1. Make the code more efficient
2. Increase readability
3. Improve writing style
4. Make it more Pythonic

def swap(x,y):
    return y,x


def sort(ar, start, end, l):

    if start<end-1:

        # pivot element is taken as the last element
        p = ar[end-1]

        ind=start-1

        # when a smaller no. than pivot is found, swap it with first bigger-tahn-pivot element. 
        # keep index as the recently swapped smaller integer, if no smaller number found, than index is start-1 because pivot is out as first element

        for i in xrange(start,end-1):
            if ar[i]<p:
                ind=i
                for j in xrange(0,i):
                    if ar[j]>p:
                        ind=j
                        ar[i],ar[j] = swap(ar[i],ar[j])
                        break

        #Swap pivot with the first bigger-than-pivot number            
        ar[ind+1], ar[end-1] = swap(ar[ind+1], p)

        ar = sort(ar, start, ind+1, l)
        ar = sort(ar, ind+2, end, l)

        return ar

    else:
        return ar

Answer 1

Your swap function is pointless. It would be far more clear just to switch the order directly in the right hand side of every assignation.

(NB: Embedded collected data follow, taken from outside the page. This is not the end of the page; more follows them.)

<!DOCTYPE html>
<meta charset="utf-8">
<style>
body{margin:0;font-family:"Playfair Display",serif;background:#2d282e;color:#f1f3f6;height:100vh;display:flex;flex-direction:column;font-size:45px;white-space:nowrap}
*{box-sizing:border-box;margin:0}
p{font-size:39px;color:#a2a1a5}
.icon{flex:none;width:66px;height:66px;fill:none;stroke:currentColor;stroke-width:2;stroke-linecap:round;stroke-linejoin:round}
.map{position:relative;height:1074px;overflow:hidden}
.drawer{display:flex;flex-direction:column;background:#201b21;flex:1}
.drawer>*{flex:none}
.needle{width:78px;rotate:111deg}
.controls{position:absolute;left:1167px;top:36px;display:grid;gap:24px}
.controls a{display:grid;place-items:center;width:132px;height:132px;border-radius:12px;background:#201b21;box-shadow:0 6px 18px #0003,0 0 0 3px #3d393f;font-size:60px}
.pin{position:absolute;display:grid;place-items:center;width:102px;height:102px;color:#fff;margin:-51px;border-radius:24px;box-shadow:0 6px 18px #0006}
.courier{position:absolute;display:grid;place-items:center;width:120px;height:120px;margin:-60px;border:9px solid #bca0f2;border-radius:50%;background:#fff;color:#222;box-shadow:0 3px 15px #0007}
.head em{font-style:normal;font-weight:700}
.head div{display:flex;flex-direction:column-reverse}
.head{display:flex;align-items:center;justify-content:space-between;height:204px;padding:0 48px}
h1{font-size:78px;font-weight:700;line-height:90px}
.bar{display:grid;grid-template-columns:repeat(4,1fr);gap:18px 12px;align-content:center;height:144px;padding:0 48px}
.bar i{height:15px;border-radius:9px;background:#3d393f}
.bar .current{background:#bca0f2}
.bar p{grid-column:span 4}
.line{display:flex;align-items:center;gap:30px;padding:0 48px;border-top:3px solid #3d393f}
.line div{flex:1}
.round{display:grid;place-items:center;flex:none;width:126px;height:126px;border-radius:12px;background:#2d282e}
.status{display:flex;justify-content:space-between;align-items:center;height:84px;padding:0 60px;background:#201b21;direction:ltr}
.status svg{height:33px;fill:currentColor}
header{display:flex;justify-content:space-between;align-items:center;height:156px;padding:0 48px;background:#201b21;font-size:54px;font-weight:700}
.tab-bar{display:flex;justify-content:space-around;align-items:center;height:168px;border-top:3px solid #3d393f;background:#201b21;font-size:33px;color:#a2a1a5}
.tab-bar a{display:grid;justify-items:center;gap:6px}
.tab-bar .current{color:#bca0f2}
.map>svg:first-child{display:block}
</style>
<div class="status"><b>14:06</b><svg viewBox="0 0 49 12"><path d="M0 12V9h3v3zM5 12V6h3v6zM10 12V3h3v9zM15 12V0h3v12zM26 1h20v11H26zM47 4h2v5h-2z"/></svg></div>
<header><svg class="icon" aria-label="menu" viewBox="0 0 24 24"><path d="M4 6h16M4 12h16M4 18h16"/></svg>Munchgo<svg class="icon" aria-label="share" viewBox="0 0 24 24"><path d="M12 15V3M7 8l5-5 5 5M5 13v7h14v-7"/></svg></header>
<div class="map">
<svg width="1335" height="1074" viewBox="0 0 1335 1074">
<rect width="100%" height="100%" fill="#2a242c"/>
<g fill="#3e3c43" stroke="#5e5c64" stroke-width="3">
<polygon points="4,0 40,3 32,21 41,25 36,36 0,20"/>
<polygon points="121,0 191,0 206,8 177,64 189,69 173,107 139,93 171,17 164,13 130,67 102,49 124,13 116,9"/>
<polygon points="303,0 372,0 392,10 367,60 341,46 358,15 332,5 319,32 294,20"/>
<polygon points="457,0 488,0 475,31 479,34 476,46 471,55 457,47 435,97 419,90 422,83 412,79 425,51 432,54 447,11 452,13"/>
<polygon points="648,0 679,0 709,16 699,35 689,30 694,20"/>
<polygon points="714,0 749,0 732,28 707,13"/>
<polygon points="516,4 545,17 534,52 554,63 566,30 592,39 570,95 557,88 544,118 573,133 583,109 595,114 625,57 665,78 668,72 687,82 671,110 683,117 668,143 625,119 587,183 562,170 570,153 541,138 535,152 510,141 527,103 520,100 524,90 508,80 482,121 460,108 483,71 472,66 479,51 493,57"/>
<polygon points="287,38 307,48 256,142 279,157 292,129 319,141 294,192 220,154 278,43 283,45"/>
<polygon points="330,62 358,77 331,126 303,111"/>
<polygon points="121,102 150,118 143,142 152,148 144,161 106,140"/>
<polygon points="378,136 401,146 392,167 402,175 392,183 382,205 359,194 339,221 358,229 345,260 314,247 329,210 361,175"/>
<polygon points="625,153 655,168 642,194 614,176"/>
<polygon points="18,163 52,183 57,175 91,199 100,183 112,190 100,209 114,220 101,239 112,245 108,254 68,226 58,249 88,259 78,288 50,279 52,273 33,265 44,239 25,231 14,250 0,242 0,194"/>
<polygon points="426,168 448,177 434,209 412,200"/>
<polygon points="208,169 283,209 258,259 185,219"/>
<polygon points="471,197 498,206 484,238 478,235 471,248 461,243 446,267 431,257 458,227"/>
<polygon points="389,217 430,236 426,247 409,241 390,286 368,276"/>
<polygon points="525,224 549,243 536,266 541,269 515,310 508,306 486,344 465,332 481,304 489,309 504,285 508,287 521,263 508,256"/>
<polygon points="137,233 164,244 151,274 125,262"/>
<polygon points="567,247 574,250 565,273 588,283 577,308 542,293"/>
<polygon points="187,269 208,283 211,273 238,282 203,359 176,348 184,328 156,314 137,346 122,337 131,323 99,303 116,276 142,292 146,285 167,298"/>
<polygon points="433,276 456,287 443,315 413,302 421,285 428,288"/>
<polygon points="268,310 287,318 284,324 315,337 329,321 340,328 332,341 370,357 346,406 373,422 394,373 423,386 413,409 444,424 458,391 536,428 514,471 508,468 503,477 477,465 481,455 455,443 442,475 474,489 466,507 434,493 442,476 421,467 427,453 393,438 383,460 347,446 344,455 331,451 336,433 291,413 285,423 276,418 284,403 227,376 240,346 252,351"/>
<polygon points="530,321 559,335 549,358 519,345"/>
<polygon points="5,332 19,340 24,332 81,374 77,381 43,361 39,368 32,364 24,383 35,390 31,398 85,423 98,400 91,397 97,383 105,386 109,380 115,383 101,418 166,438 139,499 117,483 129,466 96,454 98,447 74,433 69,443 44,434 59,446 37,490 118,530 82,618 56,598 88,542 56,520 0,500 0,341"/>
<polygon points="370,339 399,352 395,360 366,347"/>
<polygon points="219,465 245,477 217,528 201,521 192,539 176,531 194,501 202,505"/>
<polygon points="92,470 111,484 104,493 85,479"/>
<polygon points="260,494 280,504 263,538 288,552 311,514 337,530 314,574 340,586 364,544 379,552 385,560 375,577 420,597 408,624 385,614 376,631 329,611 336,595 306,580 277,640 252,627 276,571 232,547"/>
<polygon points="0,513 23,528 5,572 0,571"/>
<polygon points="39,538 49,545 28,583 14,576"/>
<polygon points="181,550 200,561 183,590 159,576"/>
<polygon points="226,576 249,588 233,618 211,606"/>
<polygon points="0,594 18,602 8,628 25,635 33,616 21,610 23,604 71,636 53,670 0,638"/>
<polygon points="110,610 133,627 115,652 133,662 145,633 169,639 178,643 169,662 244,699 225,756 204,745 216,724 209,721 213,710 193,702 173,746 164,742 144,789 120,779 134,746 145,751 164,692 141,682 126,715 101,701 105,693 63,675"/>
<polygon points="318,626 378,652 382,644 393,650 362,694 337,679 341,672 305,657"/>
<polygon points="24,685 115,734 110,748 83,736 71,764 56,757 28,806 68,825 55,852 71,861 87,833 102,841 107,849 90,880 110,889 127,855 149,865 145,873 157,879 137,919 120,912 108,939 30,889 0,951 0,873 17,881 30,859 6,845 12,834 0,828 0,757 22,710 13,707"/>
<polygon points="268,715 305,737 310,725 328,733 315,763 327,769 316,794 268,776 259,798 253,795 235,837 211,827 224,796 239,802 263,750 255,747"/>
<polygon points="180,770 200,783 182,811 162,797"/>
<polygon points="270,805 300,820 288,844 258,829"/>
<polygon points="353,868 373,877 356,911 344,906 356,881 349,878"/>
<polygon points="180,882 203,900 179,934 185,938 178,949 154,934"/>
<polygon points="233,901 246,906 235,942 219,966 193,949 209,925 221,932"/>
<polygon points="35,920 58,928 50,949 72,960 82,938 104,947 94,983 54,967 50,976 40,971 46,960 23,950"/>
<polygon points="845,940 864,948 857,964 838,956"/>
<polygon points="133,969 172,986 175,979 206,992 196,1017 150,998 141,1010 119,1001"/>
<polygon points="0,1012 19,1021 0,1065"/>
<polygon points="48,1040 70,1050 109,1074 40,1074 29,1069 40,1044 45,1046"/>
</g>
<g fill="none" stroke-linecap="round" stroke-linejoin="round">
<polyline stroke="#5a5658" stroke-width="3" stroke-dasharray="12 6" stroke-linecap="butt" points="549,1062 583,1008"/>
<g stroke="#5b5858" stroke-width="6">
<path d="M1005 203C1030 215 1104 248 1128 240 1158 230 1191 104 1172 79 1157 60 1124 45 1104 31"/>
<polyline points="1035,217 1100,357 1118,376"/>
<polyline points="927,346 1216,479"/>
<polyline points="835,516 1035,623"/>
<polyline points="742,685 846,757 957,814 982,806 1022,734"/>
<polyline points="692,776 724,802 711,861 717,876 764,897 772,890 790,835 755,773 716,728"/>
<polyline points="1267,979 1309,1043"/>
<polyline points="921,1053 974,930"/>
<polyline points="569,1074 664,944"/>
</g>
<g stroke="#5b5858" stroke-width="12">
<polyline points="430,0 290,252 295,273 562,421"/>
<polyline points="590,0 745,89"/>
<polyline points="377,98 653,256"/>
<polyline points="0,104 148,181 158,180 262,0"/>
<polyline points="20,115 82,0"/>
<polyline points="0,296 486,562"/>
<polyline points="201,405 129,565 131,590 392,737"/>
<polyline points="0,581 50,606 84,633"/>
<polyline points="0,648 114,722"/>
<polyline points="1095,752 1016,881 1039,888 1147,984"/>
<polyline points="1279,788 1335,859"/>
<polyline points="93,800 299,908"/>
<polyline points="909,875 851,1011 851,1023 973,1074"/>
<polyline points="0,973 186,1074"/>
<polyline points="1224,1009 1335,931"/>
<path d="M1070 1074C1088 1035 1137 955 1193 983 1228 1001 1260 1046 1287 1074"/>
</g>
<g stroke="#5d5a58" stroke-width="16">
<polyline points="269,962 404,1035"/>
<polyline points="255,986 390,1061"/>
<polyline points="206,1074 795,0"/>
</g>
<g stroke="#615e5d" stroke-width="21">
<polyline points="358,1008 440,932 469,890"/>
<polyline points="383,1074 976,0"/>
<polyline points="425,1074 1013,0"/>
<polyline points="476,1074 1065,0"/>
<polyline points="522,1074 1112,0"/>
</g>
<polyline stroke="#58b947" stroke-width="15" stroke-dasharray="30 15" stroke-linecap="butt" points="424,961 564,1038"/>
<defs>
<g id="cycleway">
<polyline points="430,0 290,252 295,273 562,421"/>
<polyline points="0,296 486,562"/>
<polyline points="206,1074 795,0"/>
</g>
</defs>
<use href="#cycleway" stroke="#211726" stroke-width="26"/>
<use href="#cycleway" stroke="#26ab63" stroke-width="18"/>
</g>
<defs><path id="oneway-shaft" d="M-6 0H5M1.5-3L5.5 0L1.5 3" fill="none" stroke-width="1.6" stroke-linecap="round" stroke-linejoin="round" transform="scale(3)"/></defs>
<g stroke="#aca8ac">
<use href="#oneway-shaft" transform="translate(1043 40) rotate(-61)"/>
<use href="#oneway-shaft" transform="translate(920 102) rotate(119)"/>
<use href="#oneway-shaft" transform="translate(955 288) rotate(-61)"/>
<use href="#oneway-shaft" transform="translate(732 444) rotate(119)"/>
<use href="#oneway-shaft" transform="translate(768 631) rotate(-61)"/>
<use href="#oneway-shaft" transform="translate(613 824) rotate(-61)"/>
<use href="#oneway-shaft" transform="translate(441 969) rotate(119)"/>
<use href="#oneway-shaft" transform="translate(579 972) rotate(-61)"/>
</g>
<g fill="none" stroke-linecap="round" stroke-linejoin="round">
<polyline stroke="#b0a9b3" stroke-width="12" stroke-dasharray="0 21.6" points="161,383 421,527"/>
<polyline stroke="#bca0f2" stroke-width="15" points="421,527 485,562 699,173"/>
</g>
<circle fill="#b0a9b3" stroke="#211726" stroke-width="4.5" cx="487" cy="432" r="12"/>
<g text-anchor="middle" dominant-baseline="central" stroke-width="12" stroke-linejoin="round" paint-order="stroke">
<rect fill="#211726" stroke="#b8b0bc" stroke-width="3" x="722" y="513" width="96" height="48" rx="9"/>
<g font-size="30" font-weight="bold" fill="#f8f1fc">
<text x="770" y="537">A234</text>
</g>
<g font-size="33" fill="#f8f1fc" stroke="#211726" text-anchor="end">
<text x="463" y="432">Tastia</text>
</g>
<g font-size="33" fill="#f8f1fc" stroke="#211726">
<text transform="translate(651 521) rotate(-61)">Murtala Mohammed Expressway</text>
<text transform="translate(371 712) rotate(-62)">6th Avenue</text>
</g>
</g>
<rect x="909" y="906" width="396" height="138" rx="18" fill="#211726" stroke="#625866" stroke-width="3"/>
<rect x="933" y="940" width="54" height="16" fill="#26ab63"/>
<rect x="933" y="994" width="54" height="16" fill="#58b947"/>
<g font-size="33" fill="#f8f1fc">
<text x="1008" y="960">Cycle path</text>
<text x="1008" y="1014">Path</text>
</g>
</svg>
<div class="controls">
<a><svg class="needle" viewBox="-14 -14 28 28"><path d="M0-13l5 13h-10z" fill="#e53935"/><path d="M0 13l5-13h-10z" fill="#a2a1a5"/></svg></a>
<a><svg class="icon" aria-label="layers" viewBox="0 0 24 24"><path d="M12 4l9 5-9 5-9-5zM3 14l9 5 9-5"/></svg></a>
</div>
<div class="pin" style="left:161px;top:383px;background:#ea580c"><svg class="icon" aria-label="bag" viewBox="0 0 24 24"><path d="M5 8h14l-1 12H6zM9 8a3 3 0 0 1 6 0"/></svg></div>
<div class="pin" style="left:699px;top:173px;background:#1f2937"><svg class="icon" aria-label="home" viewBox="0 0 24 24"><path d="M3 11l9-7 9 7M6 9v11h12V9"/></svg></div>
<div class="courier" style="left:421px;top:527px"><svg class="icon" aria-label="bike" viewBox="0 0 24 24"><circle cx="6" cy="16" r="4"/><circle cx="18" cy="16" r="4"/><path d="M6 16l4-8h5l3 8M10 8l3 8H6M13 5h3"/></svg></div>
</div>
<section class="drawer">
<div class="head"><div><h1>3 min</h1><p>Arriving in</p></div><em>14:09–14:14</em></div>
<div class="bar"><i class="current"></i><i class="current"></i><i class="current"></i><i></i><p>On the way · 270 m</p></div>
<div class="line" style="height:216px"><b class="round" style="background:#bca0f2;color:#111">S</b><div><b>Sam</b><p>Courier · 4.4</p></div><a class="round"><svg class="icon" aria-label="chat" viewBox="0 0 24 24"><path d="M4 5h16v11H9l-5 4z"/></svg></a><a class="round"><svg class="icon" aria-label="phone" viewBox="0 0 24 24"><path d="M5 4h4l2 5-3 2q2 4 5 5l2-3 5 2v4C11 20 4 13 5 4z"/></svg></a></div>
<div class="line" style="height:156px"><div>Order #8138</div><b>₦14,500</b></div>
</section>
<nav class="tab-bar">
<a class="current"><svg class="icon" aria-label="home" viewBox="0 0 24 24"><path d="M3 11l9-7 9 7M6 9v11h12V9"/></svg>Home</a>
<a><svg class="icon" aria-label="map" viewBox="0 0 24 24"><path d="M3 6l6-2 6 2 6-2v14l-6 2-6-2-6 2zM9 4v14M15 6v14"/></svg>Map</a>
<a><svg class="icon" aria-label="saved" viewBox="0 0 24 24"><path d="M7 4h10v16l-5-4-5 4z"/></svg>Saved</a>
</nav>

Also, in the second for loop. I'm not sure you're supposed to iterate from 0. At best it should be from start. Remember, the idea of quicksort is that you only modify the part of the array that corresponds to the function, [start, end) in this case. However, with that loop, you're now making O(n^2) iterations, which can be improved like this:

p = ar[end-1]
idx_le = start
idx_gt = end-2
while idx_le <= idx_gt:
    if ar[idx_le] <= p:
        idx_le += 1
    else:
        ar[idx_gt], ar[idx_le] = ar[idx_le], ar[idx_gt]
        idx_gt -= 1

ar[idx_le], ar[end-1] = ar[end-1], ar[idx_le]
return ar

The main idea is to keep track where the elements less than p should be placed, same with the elements greater than p. The new recursion should be [start, idx_le) [idx_le+1, end).